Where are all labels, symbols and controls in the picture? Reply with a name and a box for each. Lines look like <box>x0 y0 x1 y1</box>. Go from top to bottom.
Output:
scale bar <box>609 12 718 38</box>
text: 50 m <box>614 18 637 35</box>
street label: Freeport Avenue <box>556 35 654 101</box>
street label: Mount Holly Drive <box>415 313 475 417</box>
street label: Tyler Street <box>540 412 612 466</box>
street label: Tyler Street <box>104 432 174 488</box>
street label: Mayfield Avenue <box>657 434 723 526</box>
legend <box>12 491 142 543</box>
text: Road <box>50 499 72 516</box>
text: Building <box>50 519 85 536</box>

◆ ◆ ◆

▸ **What you should do**
Please output the records once more, exactly as they were written.

▸ **Your response**
Where are all labels, symbols and controls in the picture? Reply with a name and a box for each. Lines look like <box>x0 y0 x1 y1</box>. Go from top to bottom.
Output:
scale bar <box>609 12 718 38</box>
text: 50 m <box>614 18 637 35</box>
street label: Freeport Avenue <box>556 35 654 101</box>
street label: Mount Holly Drive <box>415 313 475 417</box>
street label: Tyler Street <box>540 412 612 466</box>
street label: Tyler Street <box>104 432 174 488</box>
street label: Mayfield Avenue <box>657 434 723 526</box>
legend <box>12 491 142 543</box>
text: Road <box>50 499 72 516</box>
text: Building <box>50 519 85 536</box>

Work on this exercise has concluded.